Most people pay their debts, so offering unsecured lines of credit can be a lucrative financial enterprise. However, collecting payment from those who default can be costly in both time and money. Still, it is often worth it to take the extra measures to collect rather than write off the debt.
In Ohio, taking the debtor to court could result in at least some compensation, even if he or she does not have the money to pay the unsecured debt.
According to the Ohio Revised Code, in any of the state or federal district courts, a judgment or decree within the state constitutes a lien on the debtor’s real property. A judgment may include interest that the debtor must also pay, as well as any filing fees and other costs that are part of the legal action to obtain the judgment.
The judgment does not become a lien until the court clerk certifies and files the paperwork. When the clerk has completed the process, he or she enters that date on the certificate. Interest accrues from that date, and the judgment lien is valid for five years.

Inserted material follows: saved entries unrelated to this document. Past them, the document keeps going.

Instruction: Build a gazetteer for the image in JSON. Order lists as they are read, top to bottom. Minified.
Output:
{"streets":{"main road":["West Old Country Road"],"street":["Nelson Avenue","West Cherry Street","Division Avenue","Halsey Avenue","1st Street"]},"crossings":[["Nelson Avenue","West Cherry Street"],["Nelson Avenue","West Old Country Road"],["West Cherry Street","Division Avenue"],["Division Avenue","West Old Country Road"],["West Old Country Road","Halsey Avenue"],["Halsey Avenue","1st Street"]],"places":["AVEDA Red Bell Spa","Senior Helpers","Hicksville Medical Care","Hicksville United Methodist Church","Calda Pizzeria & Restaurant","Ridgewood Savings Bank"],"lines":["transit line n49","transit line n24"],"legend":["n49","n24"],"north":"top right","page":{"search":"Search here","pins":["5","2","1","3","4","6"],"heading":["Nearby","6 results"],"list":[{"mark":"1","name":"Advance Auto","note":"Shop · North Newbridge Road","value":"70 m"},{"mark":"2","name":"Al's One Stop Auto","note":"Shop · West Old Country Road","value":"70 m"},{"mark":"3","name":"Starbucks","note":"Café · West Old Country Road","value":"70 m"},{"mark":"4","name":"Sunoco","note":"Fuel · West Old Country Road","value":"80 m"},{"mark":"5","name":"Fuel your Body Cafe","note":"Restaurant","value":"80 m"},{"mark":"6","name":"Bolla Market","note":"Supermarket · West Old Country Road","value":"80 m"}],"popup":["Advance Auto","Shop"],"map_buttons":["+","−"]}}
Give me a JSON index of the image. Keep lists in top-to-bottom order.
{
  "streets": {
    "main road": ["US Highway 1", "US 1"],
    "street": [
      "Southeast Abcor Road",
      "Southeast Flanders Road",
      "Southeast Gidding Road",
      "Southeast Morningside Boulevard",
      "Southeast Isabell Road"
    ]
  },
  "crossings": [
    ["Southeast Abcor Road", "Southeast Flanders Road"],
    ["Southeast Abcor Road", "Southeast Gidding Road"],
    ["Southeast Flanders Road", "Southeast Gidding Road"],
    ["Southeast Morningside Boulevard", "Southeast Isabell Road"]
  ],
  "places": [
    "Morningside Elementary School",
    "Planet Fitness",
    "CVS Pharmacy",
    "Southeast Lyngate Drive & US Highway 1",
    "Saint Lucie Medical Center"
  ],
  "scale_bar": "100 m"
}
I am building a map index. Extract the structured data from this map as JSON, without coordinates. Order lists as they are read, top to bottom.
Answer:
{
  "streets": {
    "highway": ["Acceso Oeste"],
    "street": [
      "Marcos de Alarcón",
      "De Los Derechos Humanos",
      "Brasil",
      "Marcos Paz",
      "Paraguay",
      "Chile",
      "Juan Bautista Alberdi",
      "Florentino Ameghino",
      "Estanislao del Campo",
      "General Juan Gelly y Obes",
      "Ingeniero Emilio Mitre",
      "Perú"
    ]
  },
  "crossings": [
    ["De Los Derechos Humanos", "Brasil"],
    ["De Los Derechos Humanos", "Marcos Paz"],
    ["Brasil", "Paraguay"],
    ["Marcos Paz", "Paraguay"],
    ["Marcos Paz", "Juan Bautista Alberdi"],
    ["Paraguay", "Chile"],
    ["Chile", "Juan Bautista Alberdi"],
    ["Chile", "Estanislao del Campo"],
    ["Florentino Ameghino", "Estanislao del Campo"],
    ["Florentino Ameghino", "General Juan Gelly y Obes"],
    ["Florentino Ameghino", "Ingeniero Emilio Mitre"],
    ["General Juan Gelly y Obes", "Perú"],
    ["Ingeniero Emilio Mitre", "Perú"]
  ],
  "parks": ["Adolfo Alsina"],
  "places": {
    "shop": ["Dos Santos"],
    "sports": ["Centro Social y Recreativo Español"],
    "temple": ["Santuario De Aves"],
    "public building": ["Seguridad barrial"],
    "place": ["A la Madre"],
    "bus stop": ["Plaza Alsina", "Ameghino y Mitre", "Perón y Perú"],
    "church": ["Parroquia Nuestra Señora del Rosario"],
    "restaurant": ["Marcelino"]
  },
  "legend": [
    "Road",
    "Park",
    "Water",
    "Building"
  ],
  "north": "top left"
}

The lender can transfer the judgment to another court to begin collection proceedings without affecting the amount or the process. This may be necessary if the debtor owns property in another county, and the creditor wants to collect on the judgment there.
The debtor may be able to sell or refinance the property to pay the judgment. If that is not an option, then the debtor may need to begin the repossession process.
Not every type of property may have a lien attached to it, and some exemptions apply. Wage garnishments and other collection methods may be more appealing when there are obstacles to successful judgment liens.